Since 1934, great achievements have been gained in the field.. Two decades later, in the 1950s, dislocations were directly observed for the first time with the help of electron microscopes. John D. Eshelby, Nevill F. Mott (Nobel laureate), Frank R. N. Nabarro, Sir F. Charles Frank, Thornton Read, Jacques Friedel, Sir Alan H. Cottrell, William Shockley (Nobel laureate), John P. Hirth, Jens Lothe, Johannes and Julia R. Weertman, Toshio Mura, and Kocks were among those who made important contributions to dislocation theory and work hardening models. Several books have also been written on this subject. Since  1979 until today, , sixteen volumes of the series Dislocations in Solids have been devoted to all aspects of the dislocation theory. 

Experiments, and now simulation techniques have helped us develop an ever growing knowledge of dislocations. . While most individual processes,  have been well studied,  the collective motion of dislocation is still being investigated. Plastic deformation, work hardening of crystalline materials and even size effect, which has attracted much attention these days, are mainly attributed to the collective motion of dislocations.

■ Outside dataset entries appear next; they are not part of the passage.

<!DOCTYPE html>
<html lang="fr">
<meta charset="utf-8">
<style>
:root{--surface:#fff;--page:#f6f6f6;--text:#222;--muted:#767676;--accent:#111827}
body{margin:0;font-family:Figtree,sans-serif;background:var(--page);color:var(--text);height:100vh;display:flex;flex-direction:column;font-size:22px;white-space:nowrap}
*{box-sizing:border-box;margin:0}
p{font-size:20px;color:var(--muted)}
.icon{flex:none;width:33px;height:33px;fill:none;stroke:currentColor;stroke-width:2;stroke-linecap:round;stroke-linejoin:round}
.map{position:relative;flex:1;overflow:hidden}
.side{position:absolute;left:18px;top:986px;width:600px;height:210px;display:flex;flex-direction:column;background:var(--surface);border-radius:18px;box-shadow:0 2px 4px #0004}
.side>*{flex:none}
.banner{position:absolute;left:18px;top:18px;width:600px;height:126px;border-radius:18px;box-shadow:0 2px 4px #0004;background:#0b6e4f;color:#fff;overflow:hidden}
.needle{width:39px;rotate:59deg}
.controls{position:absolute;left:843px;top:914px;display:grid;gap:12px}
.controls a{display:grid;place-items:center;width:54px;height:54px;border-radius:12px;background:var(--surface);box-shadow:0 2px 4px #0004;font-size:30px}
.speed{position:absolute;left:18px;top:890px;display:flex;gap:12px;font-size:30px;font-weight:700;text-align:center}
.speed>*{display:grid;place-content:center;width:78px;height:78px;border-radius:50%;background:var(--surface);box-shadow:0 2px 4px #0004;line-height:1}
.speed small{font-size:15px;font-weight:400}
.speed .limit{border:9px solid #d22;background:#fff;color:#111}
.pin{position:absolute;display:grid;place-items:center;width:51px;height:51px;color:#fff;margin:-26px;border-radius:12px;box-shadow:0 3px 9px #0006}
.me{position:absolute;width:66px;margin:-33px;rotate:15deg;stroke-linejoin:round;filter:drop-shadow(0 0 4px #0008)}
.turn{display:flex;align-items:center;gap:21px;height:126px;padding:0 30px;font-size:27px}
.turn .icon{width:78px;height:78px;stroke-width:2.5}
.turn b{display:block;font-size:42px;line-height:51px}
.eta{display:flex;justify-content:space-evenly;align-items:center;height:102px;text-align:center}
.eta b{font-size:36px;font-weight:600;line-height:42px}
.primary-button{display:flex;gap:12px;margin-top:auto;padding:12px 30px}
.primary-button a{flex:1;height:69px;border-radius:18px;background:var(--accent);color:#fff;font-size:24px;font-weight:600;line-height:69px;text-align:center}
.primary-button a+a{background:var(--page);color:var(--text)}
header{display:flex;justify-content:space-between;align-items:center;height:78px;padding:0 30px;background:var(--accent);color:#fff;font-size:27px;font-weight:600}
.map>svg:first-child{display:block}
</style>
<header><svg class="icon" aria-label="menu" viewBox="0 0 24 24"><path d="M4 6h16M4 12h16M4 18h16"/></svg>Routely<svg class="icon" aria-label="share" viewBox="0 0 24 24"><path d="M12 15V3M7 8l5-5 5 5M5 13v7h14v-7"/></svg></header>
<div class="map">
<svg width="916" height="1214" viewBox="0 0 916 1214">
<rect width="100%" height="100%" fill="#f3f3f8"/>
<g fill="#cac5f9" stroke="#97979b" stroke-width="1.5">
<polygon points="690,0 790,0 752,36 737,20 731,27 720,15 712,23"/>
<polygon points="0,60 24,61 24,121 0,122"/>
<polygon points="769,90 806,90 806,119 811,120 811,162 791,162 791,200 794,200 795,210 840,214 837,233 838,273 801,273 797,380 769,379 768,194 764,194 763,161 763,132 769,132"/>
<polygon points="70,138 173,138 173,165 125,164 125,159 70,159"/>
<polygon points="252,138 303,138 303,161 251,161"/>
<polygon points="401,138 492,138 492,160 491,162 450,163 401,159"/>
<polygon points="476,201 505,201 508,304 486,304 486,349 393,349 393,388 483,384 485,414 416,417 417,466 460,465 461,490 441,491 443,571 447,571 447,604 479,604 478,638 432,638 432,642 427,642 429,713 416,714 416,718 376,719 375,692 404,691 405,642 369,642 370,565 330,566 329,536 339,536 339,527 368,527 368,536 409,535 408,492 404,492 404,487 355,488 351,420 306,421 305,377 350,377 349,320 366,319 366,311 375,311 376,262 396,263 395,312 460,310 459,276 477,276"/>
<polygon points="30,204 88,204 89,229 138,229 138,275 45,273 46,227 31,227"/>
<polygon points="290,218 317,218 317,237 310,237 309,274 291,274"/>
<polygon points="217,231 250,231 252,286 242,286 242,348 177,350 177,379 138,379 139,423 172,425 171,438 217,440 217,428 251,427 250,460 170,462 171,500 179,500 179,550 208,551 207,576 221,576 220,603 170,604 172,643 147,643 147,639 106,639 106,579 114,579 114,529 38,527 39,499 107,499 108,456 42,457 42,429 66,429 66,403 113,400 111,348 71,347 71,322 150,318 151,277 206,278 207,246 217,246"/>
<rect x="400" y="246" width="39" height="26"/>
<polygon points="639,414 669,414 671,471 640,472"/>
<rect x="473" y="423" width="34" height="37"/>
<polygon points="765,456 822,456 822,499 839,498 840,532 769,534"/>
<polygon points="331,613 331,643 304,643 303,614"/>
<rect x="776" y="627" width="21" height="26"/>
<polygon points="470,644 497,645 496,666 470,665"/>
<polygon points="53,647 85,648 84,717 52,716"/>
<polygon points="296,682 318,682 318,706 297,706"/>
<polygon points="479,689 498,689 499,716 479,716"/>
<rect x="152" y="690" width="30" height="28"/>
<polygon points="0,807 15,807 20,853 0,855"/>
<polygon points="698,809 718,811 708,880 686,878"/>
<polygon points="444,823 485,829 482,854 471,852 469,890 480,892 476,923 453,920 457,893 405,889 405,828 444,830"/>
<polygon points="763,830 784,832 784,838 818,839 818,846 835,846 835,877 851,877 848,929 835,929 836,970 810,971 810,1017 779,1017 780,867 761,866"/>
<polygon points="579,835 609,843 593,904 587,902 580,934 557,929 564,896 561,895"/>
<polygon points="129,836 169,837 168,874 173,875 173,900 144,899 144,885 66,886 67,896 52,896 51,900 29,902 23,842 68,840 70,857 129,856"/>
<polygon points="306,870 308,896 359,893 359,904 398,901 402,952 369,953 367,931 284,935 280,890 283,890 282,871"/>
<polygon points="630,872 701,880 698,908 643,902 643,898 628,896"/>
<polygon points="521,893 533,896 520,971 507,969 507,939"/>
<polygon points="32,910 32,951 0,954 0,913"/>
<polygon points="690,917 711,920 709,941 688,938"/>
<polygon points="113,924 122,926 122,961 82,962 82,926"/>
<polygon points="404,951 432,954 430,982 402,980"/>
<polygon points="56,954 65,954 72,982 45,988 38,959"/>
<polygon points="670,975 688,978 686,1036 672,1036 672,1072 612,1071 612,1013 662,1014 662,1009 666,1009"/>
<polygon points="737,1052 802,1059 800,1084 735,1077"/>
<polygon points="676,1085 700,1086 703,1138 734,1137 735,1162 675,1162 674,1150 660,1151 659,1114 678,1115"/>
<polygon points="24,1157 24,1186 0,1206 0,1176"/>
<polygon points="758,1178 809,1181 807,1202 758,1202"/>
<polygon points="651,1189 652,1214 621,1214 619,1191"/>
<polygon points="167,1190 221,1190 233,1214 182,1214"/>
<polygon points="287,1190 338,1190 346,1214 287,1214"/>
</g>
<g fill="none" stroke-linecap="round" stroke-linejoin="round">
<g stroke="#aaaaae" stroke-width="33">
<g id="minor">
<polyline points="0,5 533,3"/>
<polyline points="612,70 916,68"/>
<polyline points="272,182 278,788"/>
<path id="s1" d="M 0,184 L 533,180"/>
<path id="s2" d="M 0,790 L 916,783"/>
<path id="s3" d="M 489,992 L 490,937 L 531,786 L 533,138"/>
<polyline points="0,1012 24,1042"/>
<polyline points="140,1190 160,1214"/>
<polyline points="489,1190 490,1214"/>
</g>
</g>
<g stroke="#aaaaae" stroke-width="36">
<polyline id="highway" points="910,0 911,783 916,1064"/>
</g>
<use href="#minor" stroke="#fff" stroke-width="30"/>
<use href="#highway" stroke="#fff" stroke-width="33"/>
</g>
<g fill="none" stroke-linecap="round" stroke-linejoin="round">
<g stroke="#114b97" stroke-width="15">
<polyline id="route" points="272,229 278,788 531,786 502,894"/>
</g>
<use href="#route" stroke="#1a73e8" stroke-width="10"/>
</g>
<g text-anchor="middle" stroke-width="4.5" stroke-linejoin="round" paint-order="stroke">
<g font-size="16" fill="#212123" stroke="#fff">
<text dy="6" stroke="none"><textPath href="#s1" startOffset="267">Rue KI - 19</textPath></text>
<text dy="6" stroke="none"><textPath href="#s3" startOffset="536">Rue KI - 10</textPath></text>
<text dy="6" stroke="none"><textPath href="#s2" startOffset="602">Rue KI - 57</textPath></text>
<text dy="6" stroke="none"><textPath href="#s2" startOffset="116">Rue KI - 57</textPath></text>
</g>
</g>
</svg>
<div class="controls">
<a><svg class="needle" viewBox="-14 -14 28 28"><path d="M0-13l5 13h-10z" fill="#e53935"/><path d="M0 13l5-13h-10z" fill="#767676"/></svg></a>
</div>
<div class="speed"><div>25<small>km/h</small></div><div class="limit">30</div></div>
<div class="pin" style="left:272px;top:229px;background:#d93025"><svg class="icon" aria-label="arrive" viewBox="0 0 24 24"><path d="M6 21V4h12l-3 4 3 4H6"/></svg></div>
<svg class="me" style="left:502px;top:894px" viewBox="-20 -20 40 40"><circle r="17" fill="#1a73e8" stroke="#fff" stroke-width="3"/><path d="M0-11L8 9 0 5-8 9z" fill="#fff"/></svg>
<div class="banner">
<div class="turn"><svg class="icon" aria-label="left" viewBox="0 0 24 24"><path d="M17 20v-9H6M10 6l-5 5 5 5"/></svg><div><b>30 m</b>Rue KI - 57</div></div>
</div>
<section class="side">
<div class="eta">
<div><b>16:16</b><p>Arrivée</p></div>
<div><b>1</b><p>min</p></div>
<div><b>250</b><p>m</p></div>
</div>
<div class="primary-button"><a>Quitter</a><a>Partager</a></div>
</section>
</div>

In 1953, Alan Cottrell in one of his books stated "[work hardening] was the first problem to be attempted by dislocation theory and may be the last to be solved." In 2002, volume 11 of Dislocations in Solids, Cottrell, on a brief view of work hardening wrote, "it is sometimes said that the turbulent flow of fluids is the most difficult remaining problem in classical physics. Not so. Work hardening is worse." Despite all the effort devoted to this area, as Ladislas P. Kubin recently mentioned there is currently no generally accepted theory explaining all aspects of it. With new techniques being developed everyday, our knowledge on the subject is certain to continue growing through the years.